Scan the material below for the word "canvas", then copy every line in which it appears.

(Beginning of Entries supplied)

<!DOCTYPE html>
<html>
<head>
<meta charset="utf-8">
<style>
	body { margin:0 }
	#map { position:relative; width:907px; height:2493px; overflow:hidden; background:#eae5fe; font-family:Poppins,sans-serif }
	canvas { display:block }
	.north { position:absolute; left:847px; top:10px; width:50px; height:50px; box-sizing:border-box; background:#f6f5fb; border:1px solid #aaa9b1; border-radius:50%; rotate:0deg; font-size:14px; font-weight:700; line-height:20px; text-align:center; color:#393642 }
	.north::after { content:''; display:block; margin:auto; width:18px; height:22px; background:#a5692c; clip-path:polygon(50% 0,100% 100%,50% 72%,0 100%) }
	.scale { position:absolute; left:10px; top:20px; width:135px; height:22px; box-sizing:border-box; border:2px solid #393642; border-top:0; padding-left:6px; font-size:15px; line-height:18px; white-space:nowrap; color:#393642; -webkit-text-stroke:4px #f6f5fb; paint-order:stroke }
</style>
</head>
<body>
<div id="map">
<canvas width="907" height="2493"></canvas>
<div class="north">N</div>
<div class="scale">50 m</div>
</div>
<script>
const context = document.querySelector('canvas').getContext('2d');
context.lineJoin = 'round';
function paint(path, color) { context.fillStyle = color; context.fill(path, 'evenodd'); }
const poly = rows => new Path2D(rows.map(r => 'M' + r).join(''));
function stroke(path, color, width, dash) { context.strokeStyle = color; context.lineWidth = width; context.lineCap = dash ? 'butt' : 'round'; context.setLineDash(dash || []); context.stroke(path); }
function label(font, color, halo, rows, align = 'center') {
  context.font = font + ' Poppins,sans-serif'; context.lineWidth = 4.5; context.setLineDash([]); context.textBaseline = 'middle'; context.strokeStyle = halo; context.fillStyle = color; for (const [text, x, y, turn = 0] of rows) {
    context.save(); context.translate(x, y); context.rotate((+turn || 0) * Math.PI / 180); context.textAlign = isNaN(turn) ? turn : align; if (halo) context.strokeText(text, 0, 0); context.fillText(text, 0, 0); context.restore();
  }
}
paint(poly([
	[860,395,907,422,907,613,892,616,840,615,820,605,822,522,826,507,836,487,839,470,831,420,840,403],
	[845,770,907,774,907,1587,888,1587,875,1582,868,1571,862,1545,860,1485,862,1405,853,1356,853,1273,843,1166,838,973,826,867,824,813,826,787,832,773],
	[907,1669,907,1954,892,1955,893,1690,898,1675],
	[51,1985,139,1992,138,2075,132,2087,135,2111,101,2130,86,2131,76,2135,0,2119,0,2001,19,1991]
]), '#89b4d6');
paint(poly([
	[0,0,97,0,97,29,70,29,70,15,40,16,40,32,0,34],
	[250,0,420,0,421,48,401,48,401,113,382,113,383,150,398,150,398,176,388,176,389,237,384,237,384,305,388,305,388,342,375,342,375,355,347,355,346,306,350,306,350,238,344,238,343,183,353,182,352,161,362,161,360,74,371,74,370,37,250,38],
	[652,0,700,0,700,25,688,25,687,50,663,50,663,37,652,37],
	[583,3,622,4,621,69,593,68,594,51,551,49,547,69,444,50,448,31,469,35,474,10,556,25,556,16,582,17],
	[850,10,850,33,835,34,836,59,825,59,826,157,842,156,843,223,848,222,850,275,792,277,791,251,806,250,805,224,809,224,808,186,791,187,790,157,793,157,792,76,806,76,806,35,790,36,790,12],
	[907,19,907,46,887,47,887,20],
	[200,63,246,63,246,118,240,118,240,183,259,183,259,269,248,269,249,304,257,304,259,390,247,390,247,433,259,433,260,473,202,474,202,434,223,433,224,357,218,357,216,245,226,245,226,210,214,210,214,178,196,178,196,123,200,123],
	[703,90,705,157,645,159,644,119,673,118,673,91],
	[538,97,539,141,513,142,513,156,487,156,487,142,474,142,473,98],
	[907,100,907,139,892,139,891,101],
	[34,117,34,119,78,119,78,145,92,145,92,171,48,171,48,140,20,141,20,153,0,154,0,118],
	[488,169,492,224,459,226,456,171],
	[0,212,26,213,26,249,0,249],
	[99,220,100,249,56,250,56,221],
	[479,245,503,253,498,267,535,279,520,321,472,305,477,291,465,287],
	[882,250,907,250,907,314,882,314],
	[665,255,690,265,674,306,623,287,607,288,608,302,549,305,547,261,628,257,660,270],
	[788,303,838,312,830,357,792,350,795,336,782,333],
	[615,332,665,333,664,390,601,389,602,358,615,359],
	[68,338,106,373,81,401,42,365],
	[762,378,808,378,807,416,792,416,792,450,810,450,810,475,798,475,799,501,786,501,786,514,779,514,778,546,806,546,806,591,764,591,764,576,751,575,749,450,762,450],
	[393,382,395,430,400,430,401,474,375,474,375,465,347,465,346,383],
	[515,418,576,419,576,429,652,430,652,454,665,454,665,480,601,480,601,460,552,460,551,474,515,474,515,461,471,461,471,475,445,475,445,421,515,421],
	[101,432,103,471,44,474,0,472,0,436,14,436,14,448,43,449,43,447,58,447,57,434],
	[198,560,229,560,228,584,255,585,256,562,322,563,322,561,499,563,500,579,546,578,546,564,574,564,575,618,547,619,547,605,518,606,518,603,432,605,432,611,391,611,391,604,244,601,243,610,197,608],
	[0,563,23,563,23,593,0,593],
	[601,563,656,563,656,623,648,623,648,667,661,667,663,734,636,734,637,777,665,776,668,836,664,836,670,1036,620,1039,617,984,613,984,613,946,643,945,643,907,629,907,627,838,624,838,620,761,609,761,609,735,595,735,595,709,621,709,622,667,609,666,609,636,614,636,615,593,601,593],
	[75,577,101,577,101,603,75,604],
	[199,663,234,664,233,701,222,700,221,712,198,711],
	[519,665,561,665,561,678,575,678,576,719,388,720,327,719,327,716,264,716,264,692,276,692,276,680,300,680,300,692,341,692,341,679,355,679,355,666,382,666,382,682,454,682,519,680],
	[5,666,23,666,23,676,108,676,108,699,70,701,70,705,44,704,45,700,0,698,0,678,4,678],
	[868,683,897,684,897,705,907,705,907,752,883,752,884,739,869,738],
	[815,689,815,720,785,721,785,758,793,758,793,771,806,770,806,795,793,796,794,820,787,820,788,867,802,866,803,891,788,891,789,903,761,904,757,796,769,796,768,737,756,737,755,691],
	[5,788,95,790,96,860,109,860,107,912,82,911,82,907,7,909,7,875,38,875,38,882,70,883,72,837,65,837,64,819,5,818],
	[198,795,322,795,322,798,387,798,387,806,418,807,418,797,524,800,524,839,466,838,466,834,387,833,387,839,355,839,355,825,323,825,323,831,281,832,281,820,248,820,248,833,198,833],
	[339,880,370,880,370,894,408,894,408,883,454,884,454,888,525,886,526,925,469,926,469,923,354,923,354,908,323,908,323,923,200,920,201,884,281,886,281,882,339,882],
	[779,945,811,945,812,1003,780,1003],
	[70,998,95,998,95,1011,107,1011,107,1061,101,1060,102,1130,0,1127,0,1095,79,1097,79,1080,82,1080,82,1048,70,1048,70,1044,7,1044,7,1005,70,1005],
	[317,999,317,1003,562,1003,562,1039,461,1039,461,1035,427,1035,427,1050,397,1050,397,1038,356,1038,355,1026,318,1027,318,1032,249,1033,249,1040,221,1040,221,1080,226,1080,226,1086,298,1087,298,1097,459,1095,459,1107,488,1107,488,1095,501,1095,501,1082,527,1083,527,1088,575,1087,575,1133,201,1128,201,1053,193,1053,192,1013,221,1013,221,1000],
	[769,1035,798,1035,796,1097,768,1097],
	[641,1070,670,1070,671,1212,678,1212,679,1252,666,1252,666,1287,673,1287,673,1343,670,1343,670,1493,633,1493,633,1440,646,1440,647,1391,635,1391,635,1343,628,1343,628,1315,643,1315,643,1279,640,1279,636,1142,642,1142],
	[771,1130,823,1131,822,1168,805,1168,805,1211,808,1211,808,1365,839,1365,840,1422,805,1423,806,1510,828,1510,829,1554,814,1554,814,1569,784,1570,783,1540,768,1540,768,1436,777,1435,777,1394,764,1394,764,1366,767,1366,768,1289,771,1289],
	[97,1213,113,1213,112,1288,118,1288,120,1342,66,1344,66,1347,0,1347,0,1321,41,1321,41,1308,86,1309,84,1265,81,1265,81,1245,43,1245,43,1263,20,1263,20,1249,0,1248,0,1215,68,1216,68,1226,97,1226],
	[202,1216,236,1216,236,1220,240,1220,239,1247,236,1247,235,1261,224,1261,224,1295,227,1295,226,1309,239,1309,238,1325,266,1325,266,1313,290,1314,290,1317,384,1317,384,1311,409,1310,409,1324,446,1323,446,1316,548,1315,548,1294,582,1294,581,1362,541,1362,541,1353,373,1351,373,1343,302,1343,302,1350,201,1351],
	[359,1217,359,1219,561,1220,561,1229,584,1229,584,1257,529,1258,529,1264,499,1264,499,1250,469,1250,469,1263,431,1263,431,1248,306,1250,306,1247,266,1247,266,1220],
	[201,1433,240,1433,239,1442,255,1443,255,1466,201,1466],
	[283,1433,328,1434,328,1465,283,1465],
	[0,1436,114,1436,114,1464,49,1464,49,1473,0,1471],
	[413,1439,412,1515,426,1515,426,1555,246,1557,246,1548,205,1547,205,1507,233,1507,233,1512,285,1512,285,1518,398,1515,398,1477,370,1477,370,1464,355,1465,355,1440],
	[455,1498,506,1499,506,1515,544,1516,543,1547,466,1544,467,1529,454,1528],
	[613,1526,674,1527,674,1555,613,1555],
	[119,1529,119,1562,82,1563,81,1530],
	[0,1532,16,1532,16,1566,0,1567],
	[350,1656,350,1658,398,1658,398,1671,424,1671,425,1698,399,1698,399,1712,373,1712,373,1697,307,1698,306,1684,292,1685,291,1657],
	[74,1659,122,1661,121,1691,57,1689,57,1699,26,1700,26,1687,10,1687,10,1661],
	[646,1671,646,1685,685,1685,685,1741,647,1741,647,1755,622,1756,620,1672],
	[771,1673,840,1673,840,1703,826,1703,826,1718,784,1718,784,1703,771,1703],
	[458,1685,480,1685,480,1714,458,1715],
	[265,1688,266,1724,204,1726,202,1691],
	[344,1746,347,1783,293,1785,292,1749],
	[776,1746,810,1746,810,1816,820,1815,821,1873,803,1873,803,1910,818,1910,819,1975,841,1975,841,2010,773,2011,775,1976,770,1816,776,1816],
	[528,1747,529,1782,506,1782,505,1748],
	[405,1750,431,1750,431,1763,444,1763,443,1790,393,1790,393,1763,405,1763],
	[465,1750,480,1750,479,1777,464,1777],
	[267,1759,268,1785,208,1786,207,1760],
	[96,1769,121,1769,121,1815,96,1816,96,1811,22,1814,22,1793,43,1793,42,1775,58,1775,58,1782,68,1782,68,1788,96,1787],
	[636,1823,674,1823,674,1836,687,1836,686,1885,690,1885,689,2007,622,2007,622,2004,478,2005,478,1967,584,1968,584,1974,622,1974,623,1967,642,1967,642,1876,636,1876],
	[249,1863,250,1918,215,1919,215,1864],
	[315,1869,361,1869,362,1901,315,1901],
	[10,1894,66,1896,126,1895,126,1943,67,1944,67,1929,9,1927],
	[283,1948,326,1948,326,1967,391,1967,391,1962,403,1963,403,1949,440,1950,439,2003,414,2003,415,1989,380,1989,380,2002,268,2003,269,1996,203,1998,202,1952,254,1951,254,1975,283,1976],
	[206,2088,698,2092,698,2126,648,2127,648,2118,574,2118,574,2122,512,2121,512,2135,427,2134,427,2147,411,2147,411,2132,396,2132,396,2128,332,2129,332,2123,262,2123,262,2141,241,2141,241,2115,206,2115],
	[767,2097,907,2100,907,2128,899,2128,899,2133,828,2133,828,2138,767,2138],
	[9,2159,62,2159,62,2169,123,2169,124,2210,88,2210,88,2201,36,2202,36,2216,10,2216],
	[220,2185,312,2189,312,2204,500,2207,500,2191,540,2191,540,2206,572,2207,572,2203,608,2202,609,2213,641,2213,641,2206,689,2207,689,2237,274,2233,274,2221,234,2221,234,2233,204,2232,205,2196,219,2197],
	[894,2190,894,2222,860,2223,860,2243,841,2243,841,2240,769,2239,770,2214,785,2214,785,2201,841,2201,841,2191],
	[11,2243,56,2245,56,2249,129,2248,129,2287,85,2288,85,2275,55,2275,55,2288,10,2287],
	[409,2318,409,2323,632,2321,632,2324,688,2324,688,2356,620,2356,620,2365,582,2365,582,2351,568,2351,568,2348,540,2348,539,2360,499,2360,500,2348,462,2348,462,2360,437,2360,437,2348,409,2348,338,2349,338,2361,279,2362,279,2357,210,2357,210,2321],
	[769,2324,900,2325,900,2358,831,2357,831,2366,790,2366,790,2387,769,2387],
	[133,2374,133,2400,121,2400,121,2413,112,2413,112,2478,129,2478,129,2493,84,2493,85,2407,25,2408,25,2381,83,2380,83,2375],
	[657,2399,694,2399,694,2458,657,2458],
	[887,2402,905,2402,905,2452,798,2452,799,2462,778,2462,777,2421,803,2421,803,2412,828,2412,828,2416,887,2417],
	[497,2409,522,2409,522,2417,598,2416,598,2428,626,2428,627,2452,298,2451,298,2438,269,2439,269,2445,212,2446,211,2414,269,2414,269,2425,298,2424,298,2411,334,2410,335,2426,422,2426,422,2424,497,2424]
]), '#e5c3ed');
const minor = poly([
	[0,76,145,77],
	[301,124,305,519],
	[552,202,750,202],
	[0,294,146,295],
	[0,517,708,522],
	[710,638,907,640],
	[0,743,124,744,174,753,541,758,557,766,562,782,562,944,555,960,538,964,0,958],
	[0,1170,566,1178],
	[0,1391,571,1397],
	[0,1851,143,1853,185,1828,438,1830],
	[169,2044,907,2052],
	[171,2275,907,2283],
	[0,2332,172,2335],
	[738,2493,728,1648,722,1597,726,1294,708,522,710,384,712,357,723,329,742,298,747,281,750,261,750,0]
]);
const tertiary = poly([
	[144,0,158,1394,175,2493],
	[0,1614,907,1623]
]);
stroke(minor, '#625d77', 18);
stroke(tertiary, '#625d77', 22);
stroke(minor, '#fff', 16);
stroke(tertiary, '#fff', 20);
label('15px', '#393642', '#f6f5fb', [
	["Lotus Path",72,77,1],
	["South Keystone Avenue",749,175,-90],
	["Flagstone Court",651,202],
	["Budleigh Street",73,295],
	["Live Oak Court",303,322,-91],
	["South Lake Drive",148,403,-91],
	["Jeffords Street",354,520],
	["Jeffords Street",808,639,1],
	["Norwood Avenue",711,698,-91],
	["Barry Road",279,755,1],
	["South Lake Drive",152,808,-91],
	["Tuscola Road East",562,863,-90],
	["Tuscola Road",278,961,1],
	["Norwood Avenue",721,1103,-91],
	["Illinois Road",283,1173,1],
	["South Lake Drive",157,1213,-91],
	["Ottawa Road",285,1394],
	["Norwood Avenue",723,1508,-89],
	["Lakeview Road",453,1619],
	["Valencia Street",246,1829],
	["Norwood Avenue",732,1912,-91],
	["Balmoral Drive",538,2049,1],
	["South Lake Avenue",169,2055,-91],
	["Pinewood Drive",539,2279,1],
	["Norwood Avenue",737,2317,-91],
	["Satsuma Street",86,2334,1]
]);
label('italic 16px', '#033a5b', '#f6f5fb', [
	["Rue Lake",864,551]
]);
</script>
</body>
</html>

(End of Entries supplied)

## Expected output
	canvas { display:block }
<canvas width="907" height="2493"></canvas>
const context = document.querySelector('canvas').getContext('2d');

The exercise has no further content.